On Amazon, there’s only one copy of Browne’s “End of Days” and it’s an audio CD; you’ll have to have deep pockets to afford the $500.02 for the one used copy now available. Oh, by the way, shipping is $3.99 as it’s not a Prime purchase. Heck, if you can afford $500 for the used CD, the extra $4 won’t sink you. There is one new paperback for a bargain price of $327.27. Hey, if they’d just throw in a few 12-packs of toilet paper, I might think about it but…well, never mind. Darned hoarders.

If you want a hardcopy book of Dean Koontz’s “The Eyes of Darkness,” there are five collectibles from $599 up. We can get a bargain on the mass market paperback from $295.28, but the audiobook is free if you just want to listen and are willing to join Amazon Audible for a trial run. What have you got to lose? Other than $599. We’re living in strange times right now. I’m not here to make fun of a serious disease. Coronavirus. It threatens the very lives of our senior communities and those with impaired immune systems. State and federal responses to this pandemic remain, with few welcome exceptions, political. Our city and municipal responses of first responders and emergency personnel as well as all our health care providers across the Brazos Valley are the most dedicated, reliable, and caring groups of individuals we are lucky enough to have. I pay close attention to what they say.
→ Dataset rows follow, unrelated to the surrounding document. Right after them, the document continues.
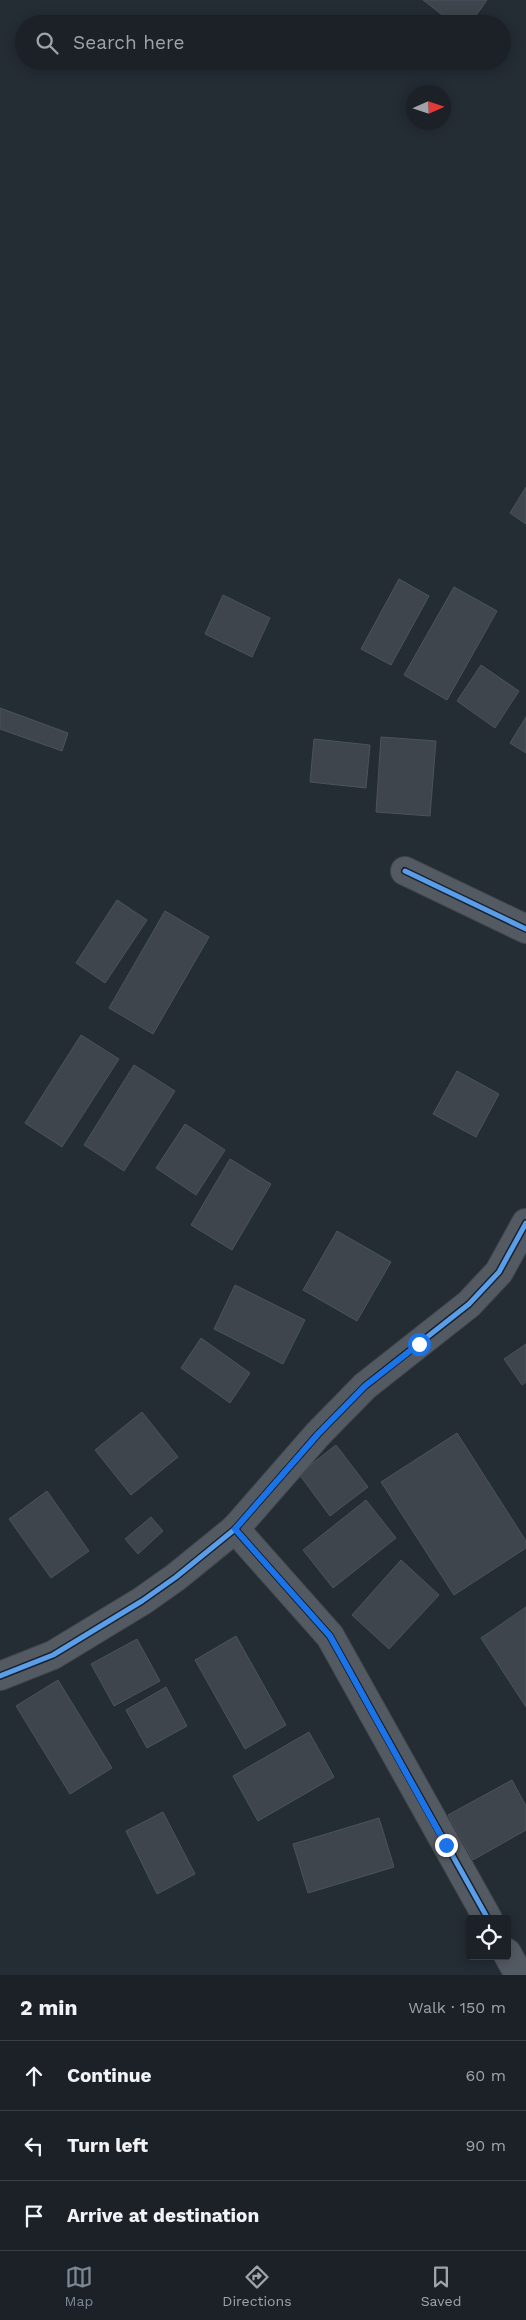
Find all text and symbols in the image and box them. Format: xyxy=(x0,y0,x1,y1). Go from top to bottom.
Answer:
search box xyxy=(15,15,511,70)
icon: search xyxy=(33,29,61,57)
text: Search here xyxy=(73,31,184,54)
north arrow xyxy=(406,85,451,130)
route start xyxy=(408,1333,431,1356)
route end xyxy=(435,1834,458,1857)
map controls xyxy=(466,1915,511,1960)
button: locate xyxy=(466,1915,511,1960)
text: 2 min xyxy=(20,1995,77,2020)
text: Walk · 150 m xyxy=(408,1998,506,2017)
icon: ahead xyxy=(20,2062,48,2090)
text: Continue xyxy=(67,2064,151,2087)
text: 60 m xyxy=(466,2066,506,2085)
icon: left xyxy=(20,2132,48,2160)
text: Turn left xyxy=(67,2134,148,2157)
text: 90 m xyxy=(465,2136,506,2155)
icon: arrive xyxy=(20,2202,48,2230)
text: Arrive at destination xyxy=(67,2204,259,2227)
tab: Map xyxy=(65,2263,93,2309)
tab: Directions xyxy=(222,2263,292,2309)
tab: Saved xyxy=(421,2263,461,2309)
In days and times of serious consequences, it’s easy to get caught up in panic, fear, and what-if’s that drive you to distraction. It’s unnecessary when you use common sense, pay attention in your hometown, and keep the faith that together we can all get through this. The state of faith and hope and confidence is the best state you can live in. Even if you don’t believe in coincidences, you can still take a chance on the luck of the Irish and try to enjoy the day, even if there’s no bar you can go to for green beer unless it's one with less than 50 people. This celebration day will be around again next year at this time and, with all of God’s grace and good fortune, we will all be here, too. Stay safe out there, save your money by avoiding scam prices on goods that will be back in stock in a week or two, and have faith in things unseen to combat things unseen. Don't pass on or forward on Facebook any viral messages that even look fake, because they generally are. In the end, we have an abundance of hope and faith in great people doing their best to keep us safe here in Bryan-College Station, and for that reason we can smile. We're all in this together. My the luck of the Irish be with ya!